KR20020027309A - Embedding and detecting a watermark in an information signal - Google Patents

Abstract

A known method of watermarking an information signal is based on the extraction of the salient points 21 of the signal (e.g., zero crossings in audio, edges of the image) Warping " the sales points towards the pattern W. One step in the embedding and detection process is the step 22 of determining whether the sales point is " on " or " off " This is a difficult decision. It is proposed that sales points extend to salesy " regions " (25). This changes the matching step 22 to a soft decision and is less vulnerable to signal processing. Therefore, the robustness of the inserted watermark is improved.

Description

[0001] Embedding and detecting a watermark in an information signal [0002]

Digital watermarking is a method of proving ownership of digital multimedia content such as images, video, audio, text, and computer codes. One of the known watermarking methods is based on the biasing of statistical positions of so-called salient points to image and audio signals for a secret watermark. Such a prior art watermarking method is disclosed in the applicant's international patent application WO-A-99/35836 and will be briefly summarized with reference to Fig.

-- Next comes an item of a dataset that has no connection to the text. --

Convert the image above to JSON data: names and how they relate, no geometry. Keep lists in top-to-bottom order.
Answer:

Fig. 1 shows an image 10 and a watermark 11. Fig. A watermark is a secret pattern of image locations. In this example, the pattern is a pseudo-random dense pattern of lines with thickness d, covering about 50% of the picture pixels. The figure further shows the sale points 15,16. The sales points are pixels of an image that provide the highest response for a defined processing operation. Examples of sales points are local maxima and minima, edges of objects, and so on.

The sales points are matched with the watermark (W). In the prior art, the matching means checking whether the sales points are located in contact with the watermark or are located apart. For a non-watermarked image, the number of sales points that are in contact with the watermark is substantially equal to the number of sales points that are spaced apart in the watermark provided the watermark is sufficiently random, %. In FIG. 1, two sale points 15 lie in contact with the watermark, and two sale points 16 lie far away from the watermark. If a fairly high percentage of sales points are placed in contact with the watermark pattern, then the watermark is said to be present.

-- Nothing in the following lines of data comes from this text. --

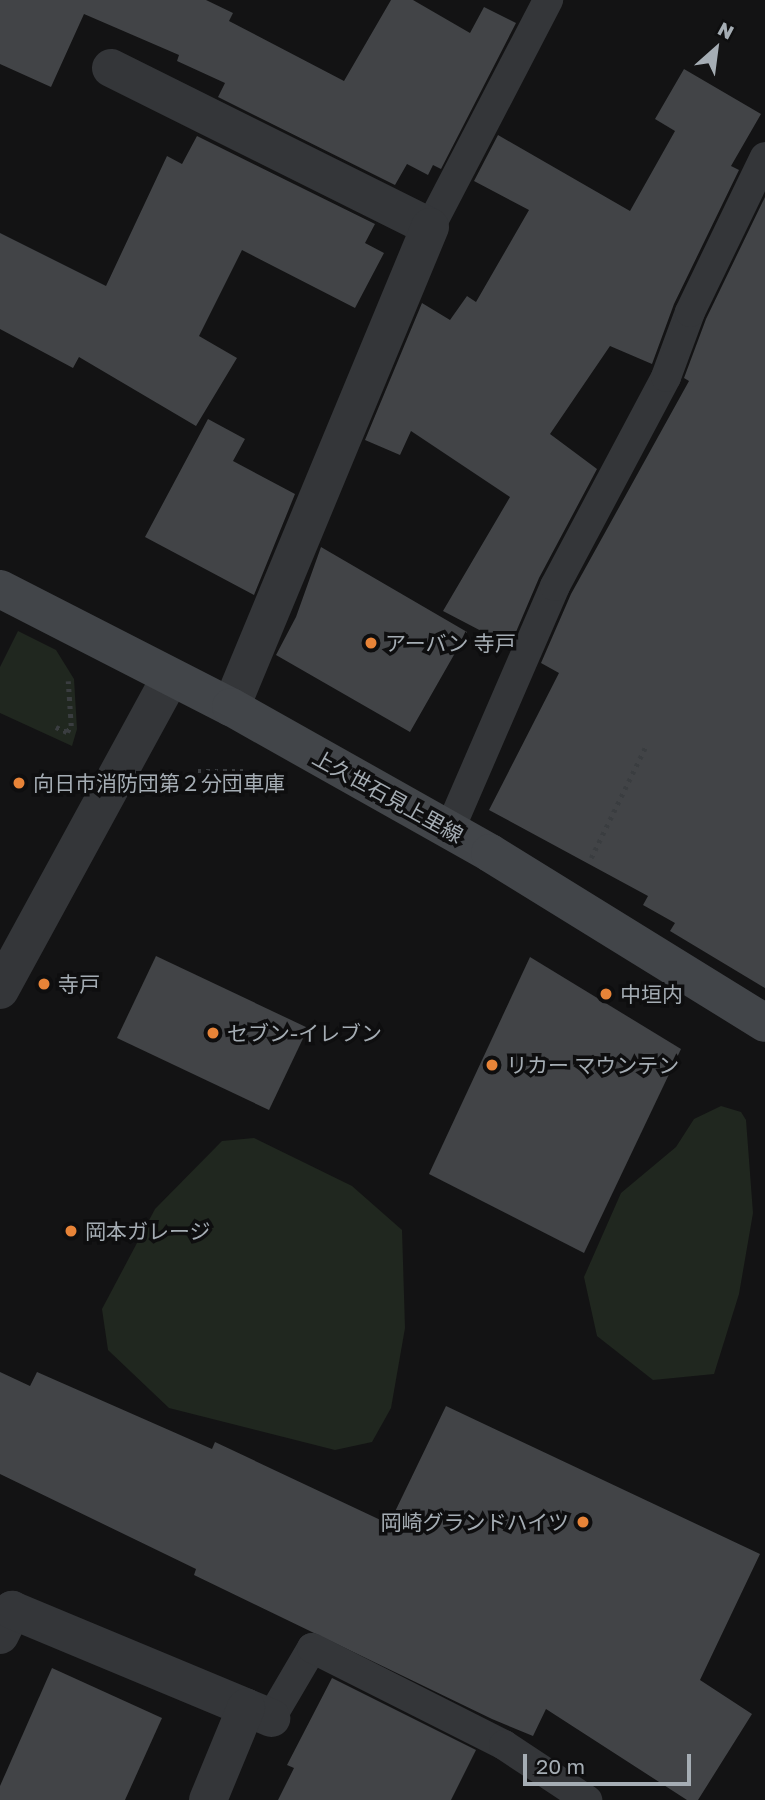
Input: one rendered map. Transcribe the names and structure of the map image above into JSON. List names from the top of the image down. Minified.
{"streets":{"main road":["上久世石見上里線"]},"places":["アーバン 寺戸","向日市消防団第２分団車庫","寺戸","中垣内","セブン-イレブン","リカー マウンテン","岡本ガレージ","岡崎グランドハイツ"],"scale_bar":"20 m","north":"top right"}
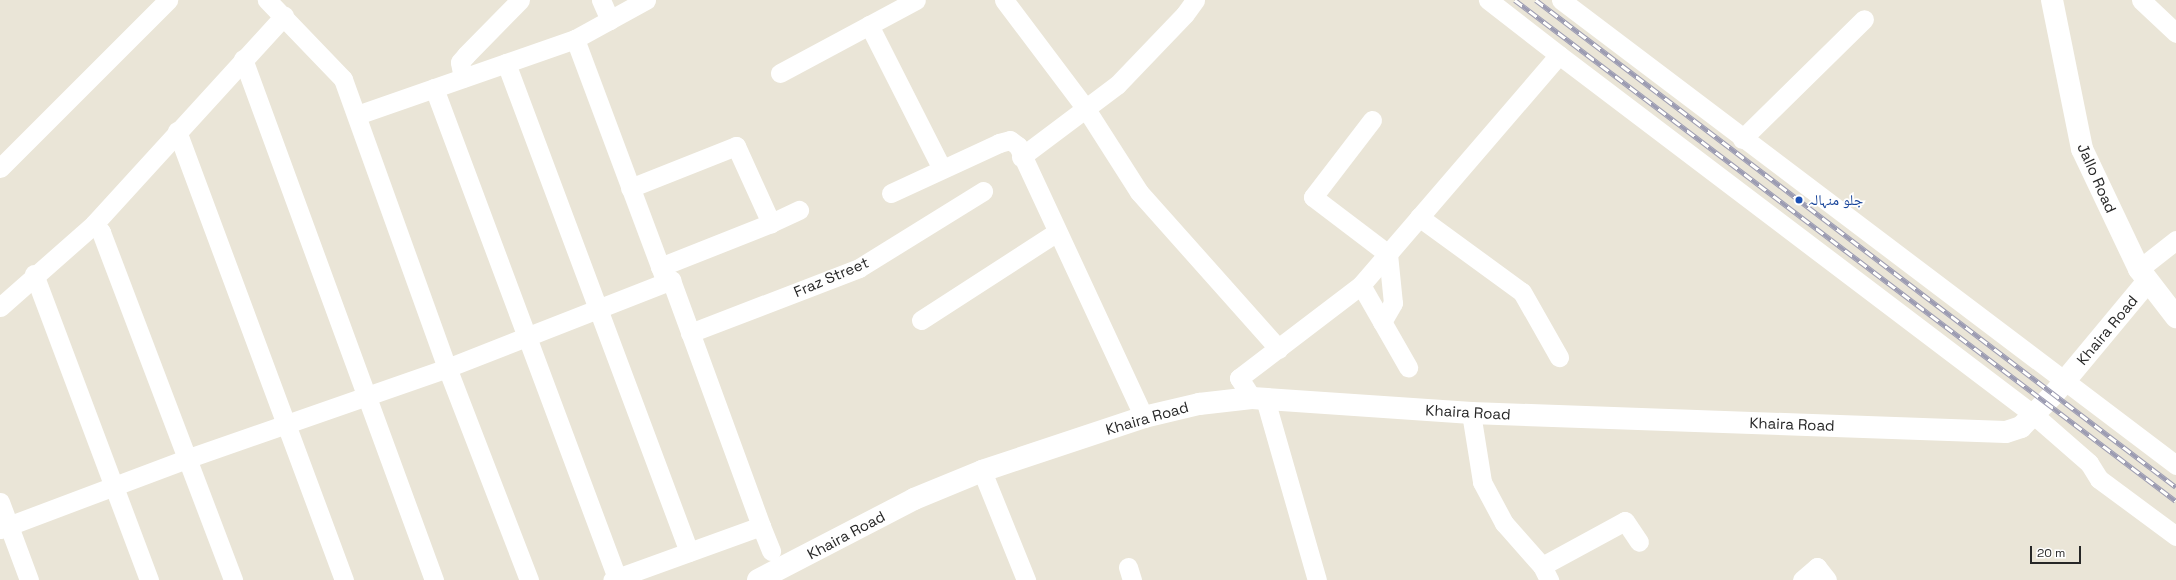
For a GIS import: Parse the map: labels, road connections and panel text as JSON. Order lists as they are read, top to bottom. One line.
{"streets":{"street":["Jallo Road","Fraz Street","Khaira Road"]},"crossings":[["Jallo Road","Khaira Road"]],"places":["جلو منہالہ"],"scale_bar":"20 m"}
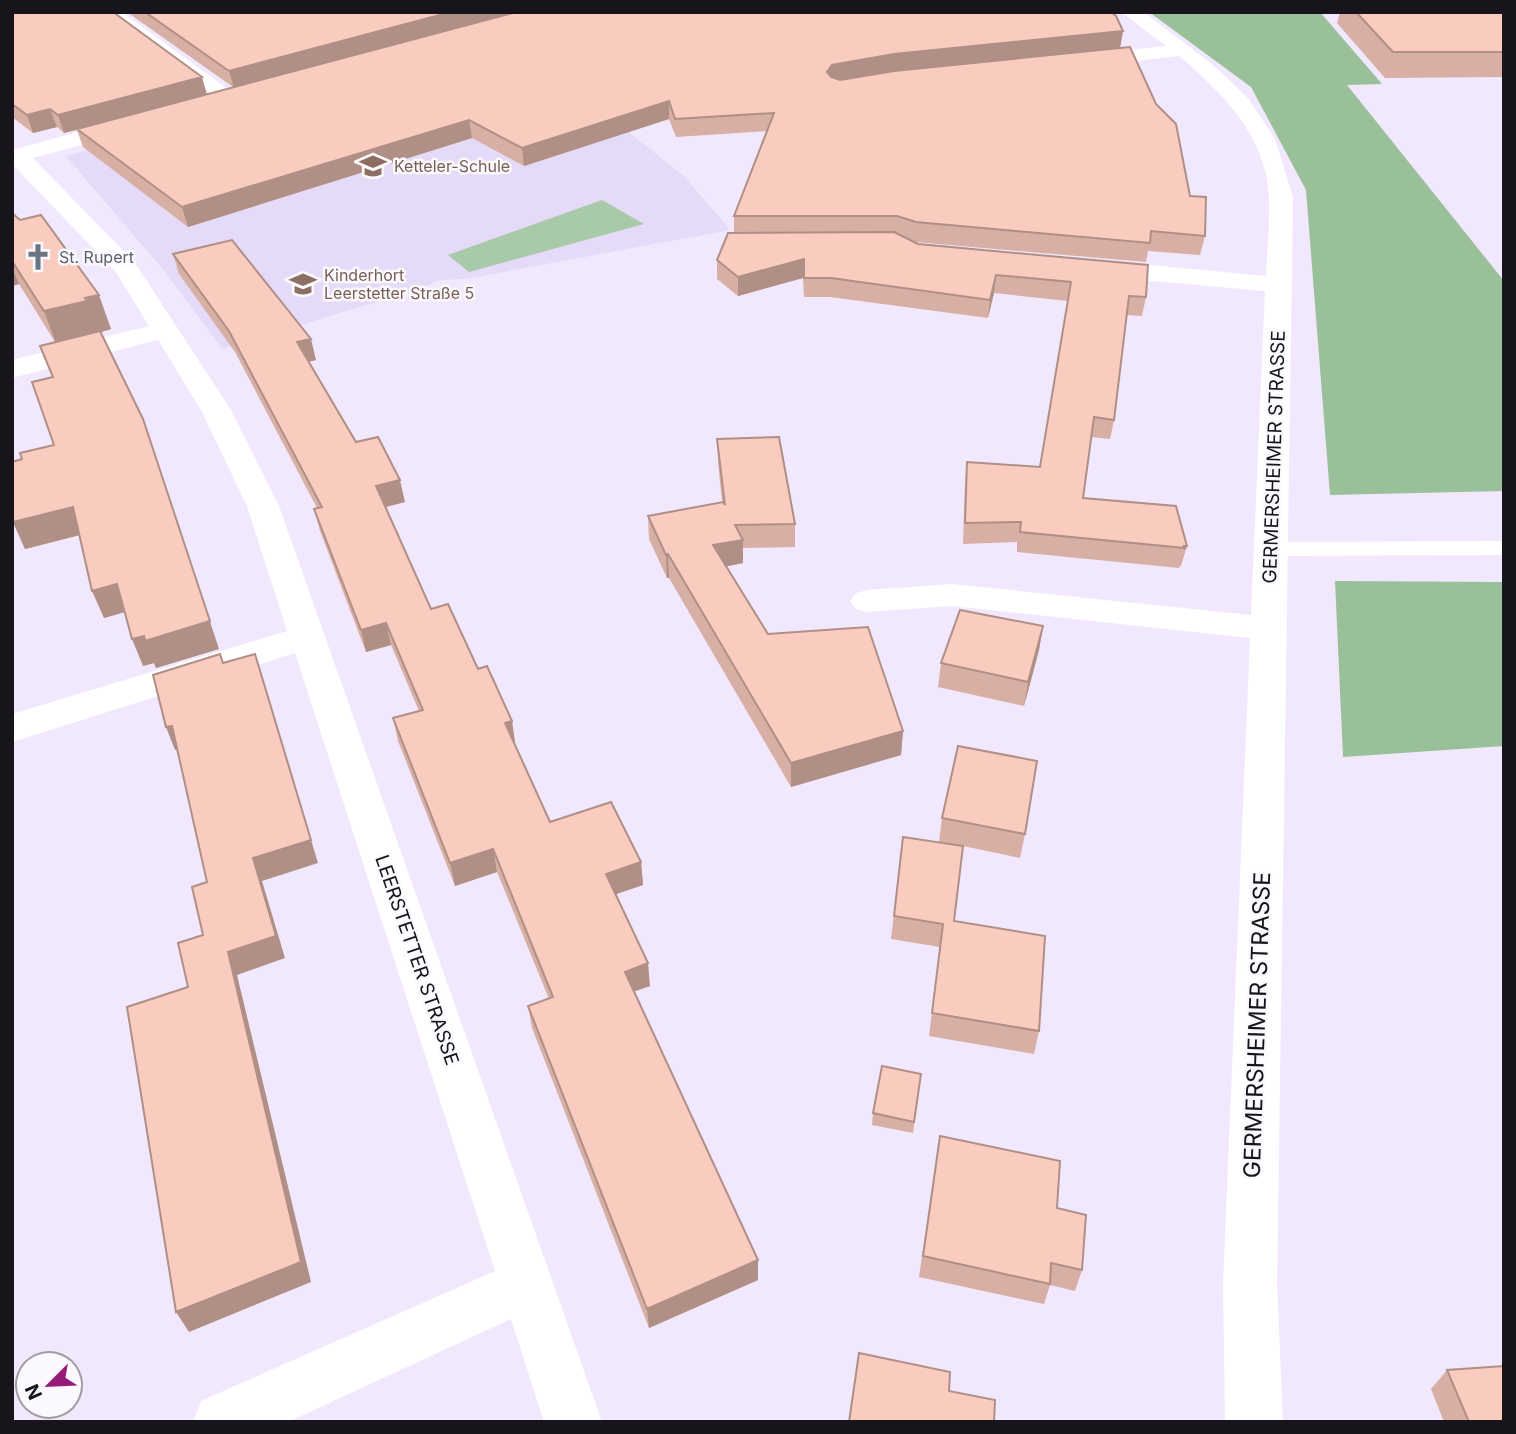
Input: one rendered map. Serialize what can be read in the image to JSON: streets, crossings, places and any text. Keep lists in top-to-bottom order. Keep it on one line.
{"streets":{"street":["GERMERSHEIMER STRASSE","LEERSTETTER STRASSE"]},"places":{"school or university":["Ketteler-Schule","Kinderhort Leerstetter Straße 5"],"church":["St. Rupert"]},"north":"bottom left"}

The insertion process includes the same sales point extraction and matching steps as the detection process. The embedder processes images in this way that the majority of statistically significant sales points will ultimately come into contact with the watermark. A common example of a sales point change is geometric warping, in which sales points are moved from a location away from the watermark to a location in contact with the watermark. The geometric warping is shown in Fig. 1, in which one of the sales points 16 lying away from the watermark is moved to a new position 16 'lying in contact with the watermark.

Alternatively, instead of determining whether the sales point is in contact with the watermark, the matching step may alternatively measure the distance from the sales points 16 to the nearest line of the watermark. In such an embodiment, the lines do not have any thickness (an example of such lines is shown in Figures 1 to 17), the picture is such that the average distance to the watermark of the sale is significantly smaller than the average distance of all the pixels to the watermark Until watermarked.

The concept of changing the sales point can also be applied to audio signals. In that case, the warping is referred to as time warping.

The problem with prior art watermarking methods is that the matching process must make a hard decision for each sales point whether the sales point is in contact with the watermark pattern or away. However, the position of the sales points may be slightly changed when general image operations are applied to the image. The same problem applies even in the embodiment where the distances of the salesant pixels to the watermark are clear. This distance also deteriorates with uncertainty and inaccuracy.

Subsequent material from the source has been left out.